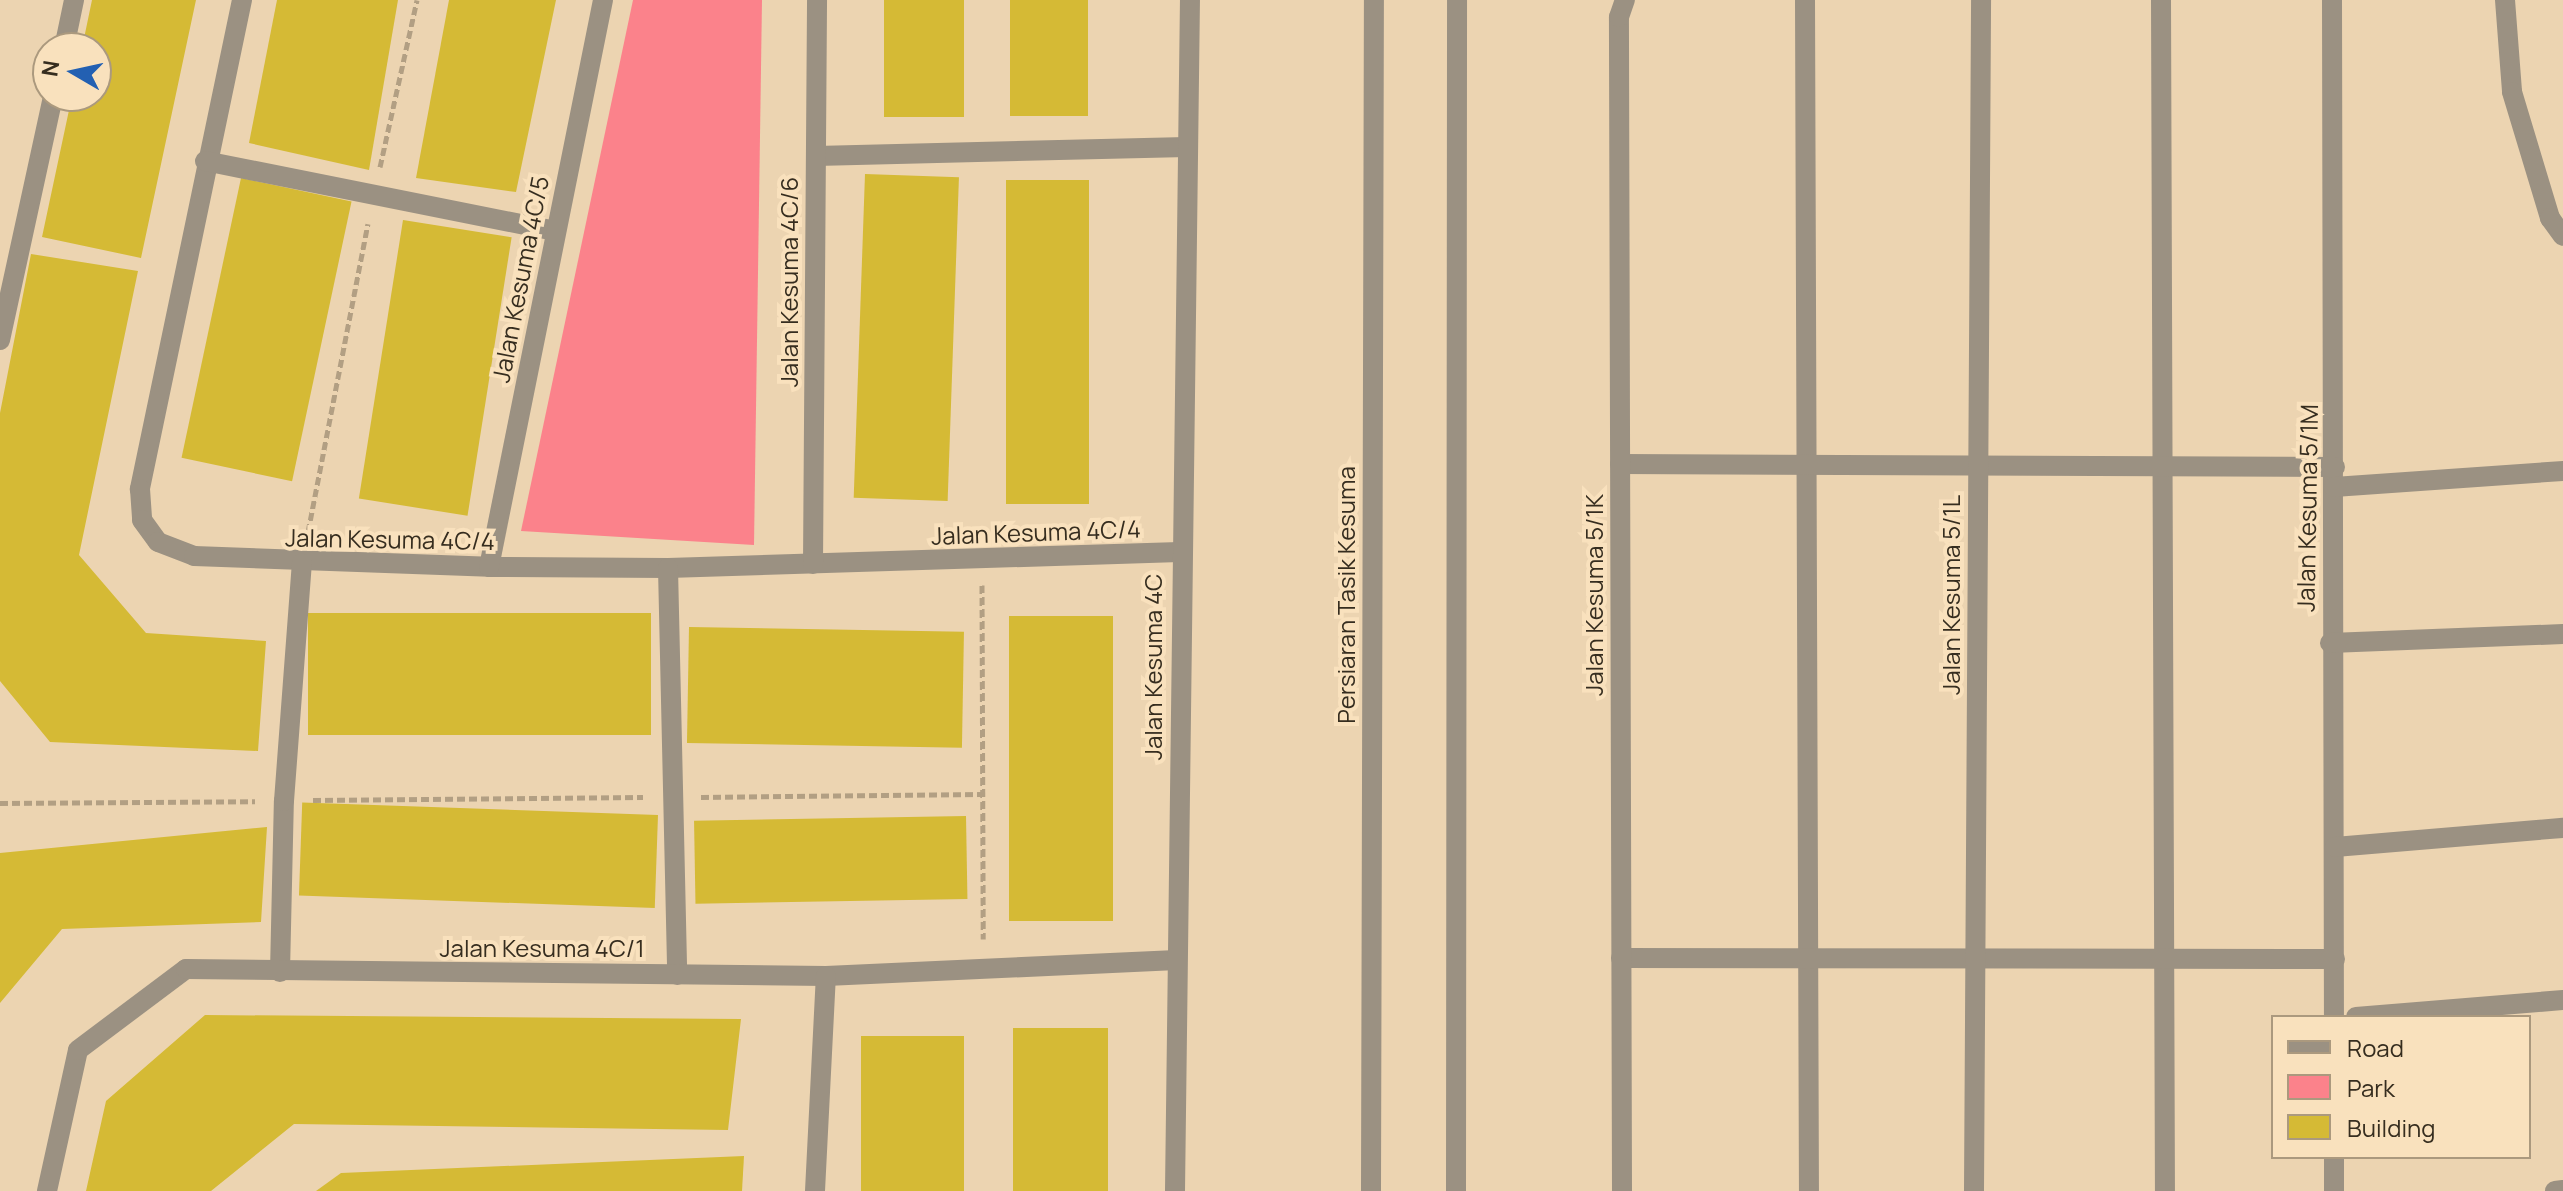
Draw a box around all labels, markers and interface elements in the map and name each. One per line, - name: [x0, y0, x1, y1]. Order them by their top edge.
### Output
- north arrow: [32, 32, 112, 112]
- text: N: [34, 58, 66, 79]
- street label: Jalan Kesuma 4C/5: [486, 173, 554, 385]
- street label: Jalan Kesuma 4C/6: [775, 177, 803, 387]
- street label: Jalan Kesuma 5/1M: [2291, 404, 2323, 612]
- street label: Persiaran Tasik Kesuma: [1332, 466, 1360, 724]
- street label: Jalan Kesuma 5/1K: [1580, 494, 1608, 696]
- street label: Jalan Kesuma 5/1L: [1937, 495, 1965, 695]
- street label: Jalan Kesuma 4C/4: [931, 514, 1141, 550]
- street label: Jalan Kesuma 4C/4: [285, 523, 495, 555]
- street label: Jalan Kesuma 4C: [1139, 574, 1167, 760]
- street label: Jalan Kesuma 4C/1: [439, 934, 645, 962]
- legend: [2271, 1015, 2531, 1159]
- text: Road: [2347, 1031, 2404, 1064]
- text: Park: [2347, 1071, 2395, 1104]
- text: Building: [2347, 1111, 2435, 1144]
•••
TASK DESCRIPTION –
Return the listing above unchanged, apart from dropping its pictures.

TASK RESPONSE –
Draw a box around all labels, markers and interface elements in the map and name each. One per line, - name: [x0, y0, x1, y1]. Order them by their top edge.
### Output
- north arrow: [32, 32, 112, 112]
- text: N: [34, 58, 66, 79]
- street label: Jalan Kesuma 4C/5: [486, 173, 554, 385]
- street label: Jalan Kesuma 4C/6: [775, 177, 803, 387]
- street label: Jalan Kesuma 5/1M: [2291, 404, 2323, 612]
- street label: Persiaran Tasik Kesuma: [1332, 466, 1360, 724]
- street label: Jalan Kesuma 5/1K: [1580, 494, 1608, 696]
- street label: Jalan Kesuma 5/1L: [1937, 495, 1965, 695]
- street label: Jalan Kesuma 4C/4: [931, 514, 1141, 550]
- street label: Jalan Kesuma 4C/4: [285, 523, 495, 555]
- street label: Jalan Kesuma 4C: [1139, 574, 1167, 760]
- street label: Jalan Kesuma 4C/1: [439, 934, 645, 962]
- legend: [2271, 1015, 2531, 1159]
- text: Road: [2347, 1031, 2404, 1064]
- text: Park: [2347, 1071, 2395, 1104]
- text: Building: [2347, 1111, 2435, 1144]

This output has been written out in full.